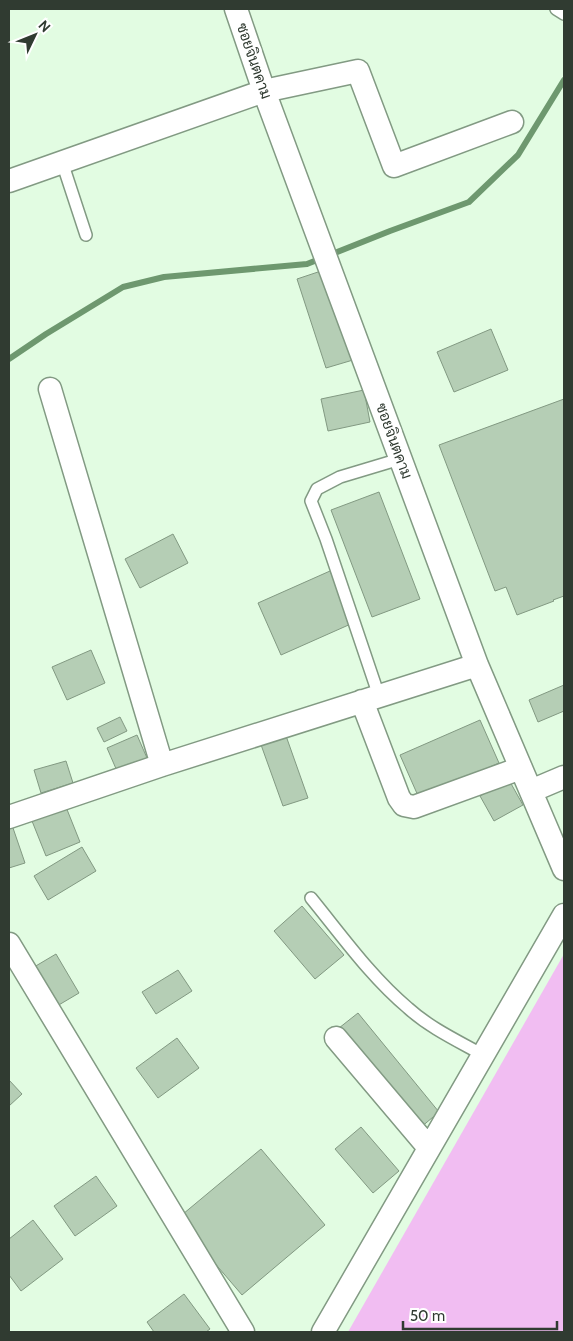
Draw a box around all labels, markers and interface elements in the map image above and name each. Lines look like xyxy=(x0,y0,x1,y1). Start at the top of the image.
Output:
north arrow xyxy=(10,10,60,60)
text: N xyxy=(35,16,54,36)
street label: ซอยจินตคาม xyxy=(233,21,275,101)
street label: ซอยจินตคาม xyxy=(372,401,416,481)
scale bar xyxy=(403,1298,557,1330)
text: 50 m xyxy=(410,1307,445,1325)

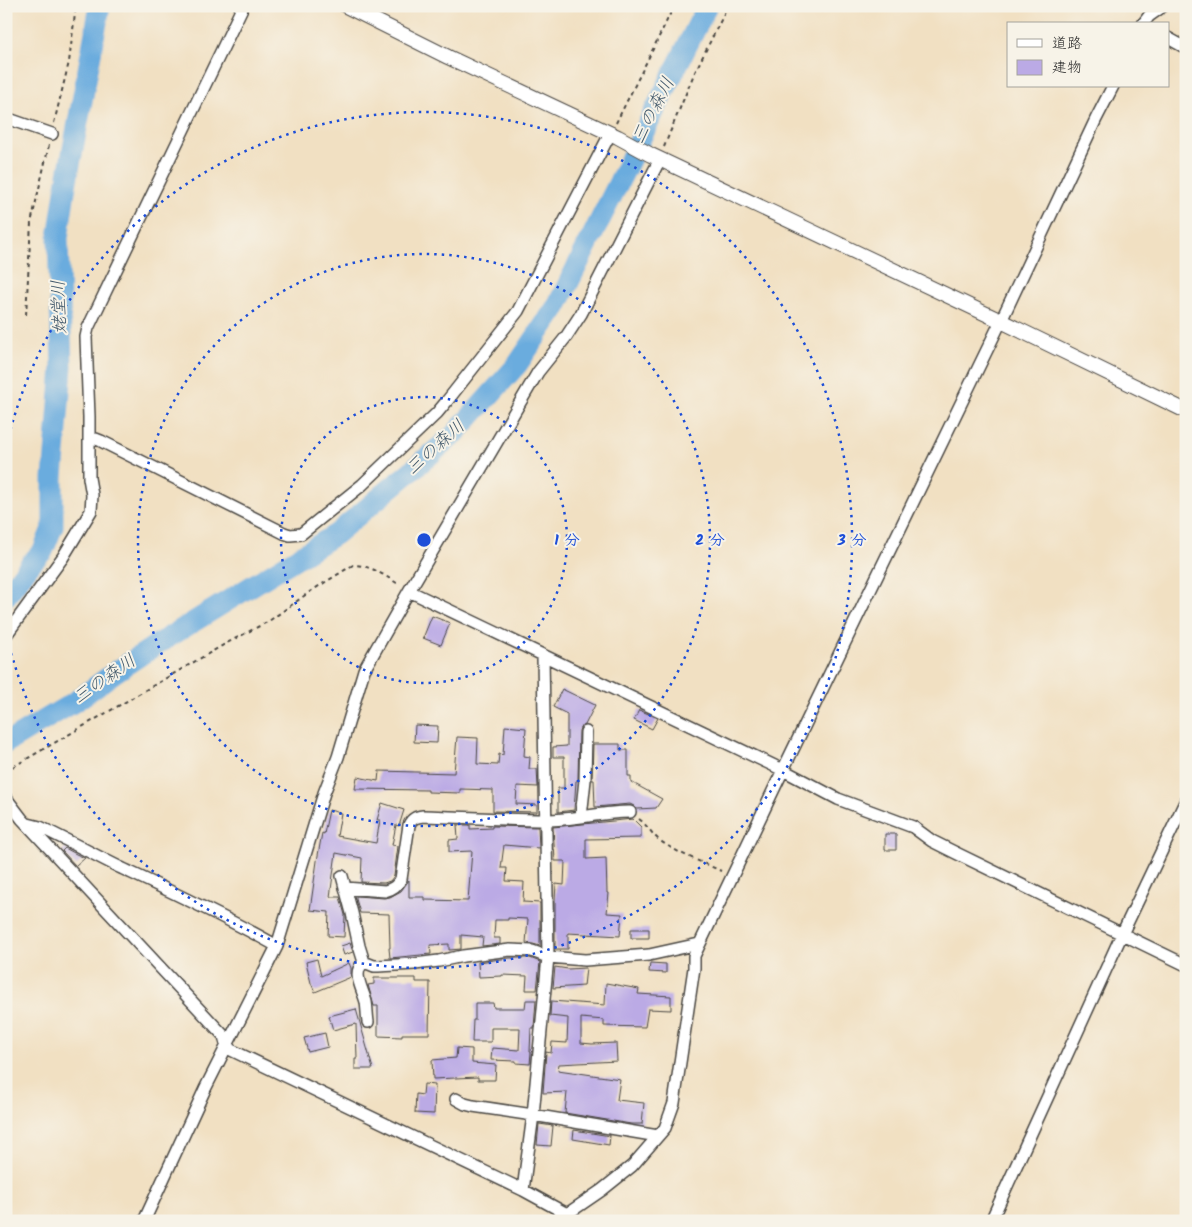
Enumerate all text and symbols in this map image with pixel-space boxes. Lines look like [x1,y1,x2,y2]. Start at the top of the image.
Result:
● ● ● ● ●
**INSTRUCTIONS TO FOLLOW**: Copy every line of the entries in which "Start" can be found.

**REPLY**:
Draw a box around all labels, markers and interface elements in the map image above and name each. Lines look like xyxy=(x0,y0,x1,y1). Start at the top of the image.
Enumerate all text and symbols in this map image with pixel-space boxes. Lines look like [x1,y1,x2,y2]. Start at the top of the image.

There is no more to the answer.